BERLIN (Reuters) - British actor Steve Coogan and director Michael Winterbottom reunite for “The Look of Love”, a biopic of pornography publisher and night club impresario Paul Raymond that brings to the screen the sleaze, success and tragedy in his life.
Dubbed the “king of porn”, or, more politely, the “King of Soho” after the London area where his empire was based, Raymond began amassing his fortune in 1958 with the opening of the “Raymond Revuebar” and expanded to theatre and men’s magazines.
The erotica club played host to the likes of The Beatles and Frank Sinatra in its heyday and Raymond was named Britain’s wealthiest man by 1992, the year his daughter and heir apparent Debbie died of a drug overdose aged 36.
“I thought he was an interesting character who was sort of largely ignored because he was associated with porn,” Coogan told reporters at the Berlin film festival where “The Look of Love” was screened outside the main competition.

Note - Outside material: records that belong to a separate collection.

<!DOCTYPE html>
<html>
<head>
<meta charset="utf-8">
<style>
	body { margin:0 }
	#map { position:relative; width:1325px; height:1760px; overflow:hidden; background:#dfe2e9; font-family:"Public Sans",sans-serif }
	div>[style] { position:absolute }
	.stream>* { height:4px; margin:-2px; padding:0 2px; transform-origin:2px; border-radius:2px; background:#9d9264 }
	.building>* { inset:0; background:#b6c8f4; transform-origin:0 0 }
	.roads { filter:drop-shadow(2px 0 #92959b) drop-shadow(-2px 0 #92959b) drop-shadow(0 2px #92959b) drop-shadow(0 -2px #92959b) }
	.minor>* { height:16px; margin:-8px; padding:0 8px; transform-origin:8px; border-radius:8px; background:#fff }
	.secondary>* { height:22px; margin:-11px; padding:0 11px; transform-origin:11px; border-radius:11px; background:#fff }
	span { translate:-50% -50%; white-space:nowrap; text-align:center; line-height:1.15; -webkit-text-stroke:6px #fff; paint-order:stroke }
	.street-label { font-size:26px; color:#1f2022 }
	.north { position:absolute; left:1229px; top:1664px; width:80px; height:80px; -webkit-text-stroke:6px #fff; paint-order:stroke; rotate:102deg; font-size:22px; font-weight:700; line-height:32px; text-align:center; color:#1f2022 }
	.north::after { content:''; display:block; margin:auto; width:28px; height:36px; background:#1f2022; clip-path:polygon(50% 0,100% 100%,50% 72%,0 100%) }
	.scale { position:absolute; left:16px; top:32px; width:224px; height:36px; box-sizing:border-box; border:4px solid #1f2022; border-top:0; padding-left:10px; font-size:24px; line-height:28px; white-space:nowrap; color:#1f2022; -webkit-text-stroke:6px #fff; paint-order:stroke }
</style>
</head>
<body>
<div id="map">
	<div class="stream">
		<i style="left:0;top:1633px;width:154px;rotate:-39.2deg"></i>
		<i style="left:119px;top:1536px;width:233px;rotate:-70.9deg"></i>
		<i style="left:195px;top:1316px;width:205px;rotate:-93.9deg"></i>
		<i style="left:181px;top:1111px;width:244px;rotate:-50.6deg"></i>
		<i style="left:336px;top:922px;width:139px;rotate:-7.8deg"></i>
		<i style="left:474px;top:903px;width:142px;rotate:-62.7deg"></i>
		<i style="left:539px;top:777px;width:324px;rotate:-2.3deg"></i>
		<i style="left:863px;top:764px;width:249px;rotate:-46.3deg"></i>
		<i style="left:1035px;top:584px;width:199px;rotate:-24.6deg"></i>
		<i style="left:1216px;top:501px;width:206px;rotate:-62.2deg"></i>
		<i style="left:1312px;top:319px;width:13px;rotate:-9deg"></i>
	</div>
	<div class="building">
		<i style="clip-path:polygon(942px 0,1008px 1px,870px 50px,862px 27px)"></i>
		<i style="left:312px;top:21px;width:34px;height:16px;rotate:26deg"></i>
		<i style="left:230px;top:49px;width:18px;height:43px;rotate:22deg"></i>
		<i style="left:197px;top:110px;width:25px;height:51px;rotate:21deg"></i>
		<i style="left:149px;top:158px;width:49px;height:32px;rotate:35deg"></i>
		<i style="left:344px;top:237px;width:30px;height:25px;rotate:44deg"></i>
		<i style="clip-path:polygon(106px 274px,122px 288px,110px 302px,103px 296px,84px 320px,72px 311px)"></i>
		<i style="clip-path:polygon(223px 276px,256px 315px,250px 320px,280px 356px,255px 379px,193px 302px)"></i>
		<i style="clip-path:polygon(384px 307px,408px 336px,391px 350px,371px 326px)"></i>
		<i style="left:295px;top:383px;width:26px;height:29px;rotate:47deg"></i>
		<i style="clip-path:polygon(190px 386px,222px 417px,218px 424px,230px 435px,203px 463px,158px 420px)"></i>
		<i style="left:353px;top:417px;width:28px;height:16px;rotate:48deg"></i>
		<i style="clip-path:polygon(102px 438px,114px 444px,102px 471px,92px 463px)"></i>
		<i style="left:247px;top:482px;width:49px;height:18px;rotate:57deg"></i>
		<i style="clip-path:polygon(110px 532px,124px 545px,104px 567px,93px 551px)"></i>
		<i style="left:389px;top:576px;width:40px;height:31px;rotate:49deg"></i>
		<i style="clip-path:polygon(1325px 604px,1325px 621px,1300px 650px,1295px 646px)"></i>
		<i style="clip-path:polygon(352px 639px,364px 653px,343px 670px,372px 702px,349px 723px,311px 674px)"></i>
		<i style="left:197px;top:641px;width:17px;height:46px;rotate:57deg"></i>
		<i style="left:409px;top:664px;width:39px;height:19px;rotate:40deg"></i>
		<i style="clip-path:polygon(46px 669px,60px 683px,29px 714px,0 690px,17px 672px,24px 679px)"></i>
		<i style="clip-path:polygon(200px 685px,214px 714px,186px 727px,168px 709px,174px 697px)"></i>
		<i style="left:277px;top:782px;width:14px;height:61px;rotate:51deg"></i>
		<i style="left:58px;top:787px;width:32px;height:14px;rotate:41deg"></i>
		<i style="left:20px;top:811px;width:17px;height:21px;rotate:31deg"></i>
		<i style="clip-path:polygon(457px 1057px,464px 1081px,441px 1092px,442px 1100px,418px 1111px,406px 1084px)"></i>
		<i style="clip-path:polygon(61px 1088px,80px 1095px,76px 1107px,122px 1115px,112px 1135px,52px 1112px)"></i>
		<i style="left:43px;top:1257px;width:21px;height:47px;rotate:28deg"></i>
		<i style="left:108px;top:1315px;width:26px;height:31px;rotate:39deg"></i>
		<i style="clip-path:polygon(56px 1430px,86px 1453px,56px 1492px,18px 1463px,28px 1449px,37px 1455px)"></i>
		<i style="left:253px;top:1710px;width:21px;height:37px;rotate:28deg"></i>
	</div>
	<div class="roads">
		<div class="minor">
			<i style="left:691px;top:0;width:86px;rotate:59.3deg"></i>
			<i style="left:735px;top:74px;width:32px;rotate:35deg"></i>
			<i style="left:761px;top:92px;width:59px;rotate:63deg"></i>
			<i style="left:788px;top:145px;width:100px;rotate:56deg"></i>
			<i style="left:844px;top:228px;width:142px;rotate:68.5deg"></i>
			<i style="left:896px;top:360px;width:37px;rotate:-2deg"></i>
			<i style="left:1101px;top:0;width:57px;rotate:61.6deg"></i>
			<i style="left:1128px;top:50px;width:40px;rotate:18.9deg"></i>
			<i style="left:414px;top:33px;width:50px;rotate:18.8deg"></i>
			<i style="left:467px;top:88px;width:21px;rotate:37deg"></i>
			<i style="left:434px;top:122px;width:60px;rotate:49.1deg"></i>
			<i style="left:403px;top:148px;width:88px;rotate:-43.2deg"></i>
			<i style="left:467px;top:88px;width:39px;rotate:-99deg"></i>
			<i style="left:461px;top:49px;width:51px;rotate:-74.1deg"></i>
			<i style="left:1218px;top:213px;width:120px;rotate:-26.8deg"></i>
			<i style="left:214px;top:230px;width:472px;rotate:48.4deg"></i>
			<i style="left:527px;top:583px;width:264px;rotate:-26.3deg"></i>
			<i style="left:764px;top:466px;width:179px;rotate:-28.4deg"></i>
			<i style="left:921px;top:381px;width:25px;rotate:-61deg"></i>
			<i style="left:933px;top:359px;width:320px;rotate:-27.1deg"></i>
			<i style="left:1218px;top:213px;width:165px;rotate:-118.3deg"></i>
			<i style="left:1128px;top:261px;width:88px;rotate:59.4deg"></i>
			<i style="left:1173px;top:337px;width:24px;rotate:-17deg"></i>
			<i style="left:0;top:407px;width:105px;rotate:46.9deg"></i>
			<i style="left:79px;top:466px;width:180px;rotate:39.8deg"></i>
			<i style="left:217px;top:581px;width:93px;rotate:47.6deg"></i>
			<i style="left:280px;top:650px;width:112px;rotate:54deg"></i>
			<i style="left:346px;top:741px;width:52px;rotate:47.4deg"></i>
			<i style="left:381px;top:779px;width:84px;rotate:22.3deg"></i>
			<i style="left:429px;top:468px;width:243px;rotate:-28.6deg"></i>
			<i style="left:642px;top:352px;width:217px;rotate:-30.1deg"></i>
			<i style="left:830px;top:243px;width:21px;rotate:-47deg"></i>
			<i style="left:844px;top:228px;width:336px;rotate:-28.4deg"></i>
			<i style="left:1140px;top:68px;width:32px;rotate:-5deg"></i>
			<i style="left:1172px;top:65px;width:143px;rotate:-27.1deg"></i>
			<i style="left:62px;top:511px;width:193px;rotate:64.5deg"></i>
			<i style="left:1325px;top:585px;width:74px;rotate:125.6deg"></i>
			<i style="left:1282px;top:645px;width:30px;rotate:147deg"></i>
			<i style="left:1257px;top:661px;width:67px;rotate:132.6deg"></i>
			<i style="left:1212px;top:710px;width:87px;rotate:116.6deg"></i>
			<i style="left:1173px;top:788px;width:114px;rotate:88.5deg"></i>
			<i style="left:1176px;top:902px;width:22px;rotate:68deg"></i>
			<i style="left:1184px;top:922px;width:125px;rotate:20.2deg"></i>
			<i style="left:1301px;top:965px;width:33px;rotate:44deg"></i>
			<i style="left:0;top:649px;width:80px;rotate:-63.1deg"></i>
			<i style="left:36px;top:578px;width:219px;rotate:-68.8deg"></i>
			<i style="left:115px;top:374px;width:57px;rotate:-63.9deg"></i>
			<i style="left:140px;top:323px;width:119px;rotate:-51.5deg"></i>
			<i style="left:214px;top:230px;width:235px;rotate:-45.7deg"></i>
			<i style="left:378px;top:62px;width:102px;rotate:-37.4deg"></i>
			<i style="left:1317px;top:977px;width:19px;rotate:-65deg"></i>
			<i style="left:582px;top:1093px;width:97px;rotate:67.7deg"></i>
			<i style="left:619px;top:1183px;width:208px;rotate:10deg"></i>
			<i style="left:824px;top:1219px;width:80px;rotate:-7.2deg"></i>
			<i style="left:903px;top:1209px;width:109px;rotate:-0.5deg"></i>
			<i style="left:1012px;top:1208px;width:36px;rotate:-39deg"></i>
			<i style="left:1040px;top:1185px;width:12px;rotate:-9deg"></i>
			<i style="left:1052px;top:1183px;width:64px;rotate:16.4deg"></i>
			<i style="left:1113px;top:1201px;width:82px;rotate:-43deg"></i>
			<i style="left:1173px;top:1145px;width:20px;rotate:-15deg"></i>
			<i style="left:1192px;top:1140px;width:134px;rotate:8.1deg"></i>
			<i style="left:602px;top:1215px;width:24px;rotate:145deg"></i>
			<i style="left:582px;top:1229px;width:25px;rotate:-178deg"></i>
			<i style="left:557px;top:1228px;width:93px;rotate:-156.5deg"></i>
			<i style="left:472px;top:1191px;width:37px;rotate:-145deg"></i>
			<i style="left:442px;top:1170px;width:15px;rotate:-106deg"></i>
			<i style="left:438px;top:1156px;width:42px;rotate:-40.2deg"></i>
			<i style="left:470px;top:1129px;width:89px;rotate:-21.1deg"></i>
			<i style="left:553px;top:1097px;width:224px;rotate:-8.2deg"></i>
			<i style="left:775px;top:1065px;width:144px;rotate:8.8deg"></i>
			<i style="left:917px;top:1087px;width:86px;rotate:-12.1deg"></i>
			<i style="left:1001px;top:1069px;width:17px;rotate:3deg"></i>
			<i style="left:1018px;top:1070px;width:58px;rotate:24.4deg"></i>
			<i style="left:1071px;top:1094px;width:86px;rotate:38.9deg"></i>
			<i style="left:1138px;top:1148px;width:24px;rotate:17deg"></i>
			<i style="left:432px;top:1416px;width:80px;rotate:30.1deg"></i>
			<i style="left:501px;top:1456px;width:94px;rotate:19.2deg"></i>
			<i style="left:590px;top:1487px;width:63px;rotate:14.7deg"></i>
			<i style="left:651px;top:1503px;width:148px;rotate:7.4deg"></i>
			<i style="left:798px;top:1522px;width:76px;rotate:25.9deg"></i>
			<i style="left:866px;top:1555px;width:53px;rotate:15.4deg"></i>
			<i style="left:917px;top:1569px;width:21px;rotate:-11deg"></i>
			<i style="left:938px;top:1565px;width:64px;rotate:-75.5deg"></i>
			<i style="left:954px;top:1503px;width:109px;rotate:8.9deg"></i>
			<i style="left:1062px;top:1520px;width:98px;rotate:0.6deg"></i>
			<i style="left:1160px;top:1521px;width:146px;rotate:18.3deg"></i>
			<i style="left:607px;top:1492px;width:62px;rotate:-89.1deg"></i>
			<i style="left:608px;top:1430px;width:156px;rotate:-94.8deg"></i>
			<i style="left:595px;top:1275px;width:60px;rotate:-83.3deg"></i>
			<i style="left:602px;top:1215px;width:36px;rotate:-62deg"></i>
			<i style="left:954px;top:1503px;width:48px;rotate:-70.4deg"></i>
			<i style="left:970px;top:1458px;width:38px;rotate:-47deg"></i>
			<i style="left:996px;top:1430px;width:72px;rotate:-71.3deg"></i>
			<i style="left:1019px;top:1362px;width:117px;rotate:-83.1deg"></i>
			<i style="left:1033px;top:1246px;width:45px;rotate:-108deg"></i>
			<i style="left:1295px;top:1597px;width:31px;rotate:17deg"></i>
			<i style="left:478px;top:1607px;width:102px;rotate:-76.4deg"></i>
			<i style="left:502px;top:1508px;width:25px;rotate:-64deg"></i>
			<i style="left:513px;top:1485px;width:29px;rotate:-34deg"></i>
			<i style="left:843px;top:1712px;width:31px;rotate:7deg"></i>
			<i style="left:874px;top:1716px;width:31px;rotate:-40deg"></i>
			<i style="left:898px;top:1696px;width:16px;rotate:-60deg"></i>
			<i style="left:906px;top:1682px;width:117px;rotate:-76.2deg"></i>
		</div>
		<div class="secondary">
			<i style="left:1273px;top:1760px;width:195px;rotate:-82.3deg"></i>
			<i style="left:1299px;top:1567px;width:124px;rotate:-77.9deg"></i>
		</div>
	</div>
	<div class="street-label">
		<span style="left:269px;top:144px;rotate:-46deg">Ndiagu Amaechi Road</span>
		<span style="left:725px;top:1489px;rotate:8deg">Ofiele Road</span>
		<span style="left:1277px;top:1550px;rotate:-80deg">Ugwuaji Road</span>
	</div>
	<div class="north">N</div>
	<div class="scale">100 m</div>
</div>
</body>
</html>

“His character was ignored in pop culture for that reason, because the British have got a very difficult relationship with sex in a way that the Germans and the French (do not).”
Coogan said Raymond dealt candidly with sexuality while British filmmakers struggled to handle sex in an interesting way.
“It’s either very, very serious, portentous, or it’s titillation, and I thought we could combine that and have titillation and portentousness,” he said.
“The Look of Love” features plenty of nudity - on stage, in bed at photo shoots - and Coogan plays Raymond and his playboy lifestyle with obvious relish.
But the actor also attempts to convey his subject’s sense of loss and bewilderment at the death of a daughter he had cared for materially if not emotionally.
“The Look of Love” is the fourth time Winterbottom and Coogan have collaborated following “24 Hour Party People” about music producer Tony Wilson, “A Cock and Bull Story” based on “Tristram Shandy”, and “The Trip” about restaurant critics.
Winterbottom said the latest picture, which hits British theatres next month, was not about pornography.
“It’s about his life,” the filmmaker said of Raymond, who died in 2008 aged 82.
“His career lasted 50 years and we could have told lots of different stories about his life, but I think our film is organized around the three women closest to him.”
These were his wife Jean, played by Anna Friel, his lover Fiona Richmond (Tamsin Egerton) and daughter Debbie (Imogen Poots).
Coogan admitted the movie had taken “plenty of liberties” with the truth, but the on-screen Raymond openly cheats on his wife, works hard, drives expensive cars and has a preference for menages-a-trois-or-more.
Cocaine and champagne fuel business meetings as well as parties, but life in the fast lane takes its toll on friends and family, most notably his daughter.
There is a nod to Raymond’s humble roots - he was actually born Geoffrey Quinn in a modest suburb of Liverpool - and Coogan portrays him as someone with deep-rooted insecurities that turned him into a serial name-dropper.
Ringo Starr helped him design his luxury penthouse, Raymond tells visitors, and he is good friends with all of the Beatles “except Yoko”, a reference to John Lennon’s wife who some say was behind the band’s eventual split.
Winterbottom sought to capture changing fashions - clothes were sourced from second hand shops, vintage fairs and eBay - and reflect how the streets of Soho also altered over the years, all on a shoestring budget.
The annual Berlinale, one of Europe’s most important film festivals, runs until February 17.